> How to complete this task:
Every line below that holds the string "symbols" should be copied out.

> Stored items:
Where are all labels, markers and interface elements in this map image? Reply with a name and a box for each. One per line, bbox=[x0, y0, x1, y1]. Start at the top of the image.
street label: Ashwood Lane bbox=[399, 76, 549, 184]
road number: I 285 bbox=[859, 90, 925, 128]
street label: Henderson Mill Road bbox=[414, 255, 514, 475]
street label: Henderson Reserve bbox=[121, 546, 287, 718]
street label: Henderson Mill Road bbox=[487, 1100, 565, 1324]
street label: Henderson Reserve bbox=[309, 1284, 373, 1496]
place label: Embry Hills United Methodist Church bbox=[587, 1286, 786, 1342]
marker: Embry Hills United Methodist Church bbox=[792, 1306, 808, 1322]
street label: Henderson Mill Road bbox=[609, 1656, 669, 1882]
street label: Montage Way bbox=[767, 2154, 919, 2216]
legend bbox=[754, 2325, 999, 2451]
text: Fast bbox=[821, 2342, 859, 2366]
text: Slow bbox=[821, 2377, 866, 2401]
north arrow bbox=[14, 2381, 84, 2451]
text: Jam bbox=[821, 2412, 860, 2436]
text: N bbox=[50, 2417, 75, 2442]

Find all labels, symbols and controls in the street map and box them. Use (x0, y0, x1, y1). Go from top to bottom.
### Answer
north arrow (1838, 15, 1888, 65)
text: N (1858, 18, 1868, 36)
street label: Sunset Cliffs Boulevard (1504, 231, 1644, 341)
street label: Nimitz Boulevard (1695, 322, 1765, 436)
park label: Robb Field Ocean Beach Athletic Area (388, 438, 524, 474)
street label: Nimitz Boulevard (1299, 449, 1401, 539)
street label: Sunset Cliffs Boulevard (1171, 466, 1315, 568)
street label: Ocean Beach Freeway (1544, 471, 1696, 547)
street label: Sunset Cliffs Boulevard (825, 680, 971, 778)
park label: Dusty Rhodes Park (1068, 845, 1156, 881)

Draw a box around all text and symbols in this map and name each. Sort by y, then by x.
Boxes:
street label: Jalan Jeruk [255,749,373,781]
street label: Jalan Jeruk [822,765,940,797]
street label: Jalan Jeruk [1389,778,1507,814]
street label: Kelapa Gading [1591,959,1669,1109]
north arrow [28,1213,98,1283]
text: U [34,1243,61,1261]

> Your solution:
Find all labels, symbols and controls in the street map and box them. Use (x0, y0, x1, y1). Go from top to bottom.
Draw a box around all text and symbols in this map and name each. Sort by y, then by x.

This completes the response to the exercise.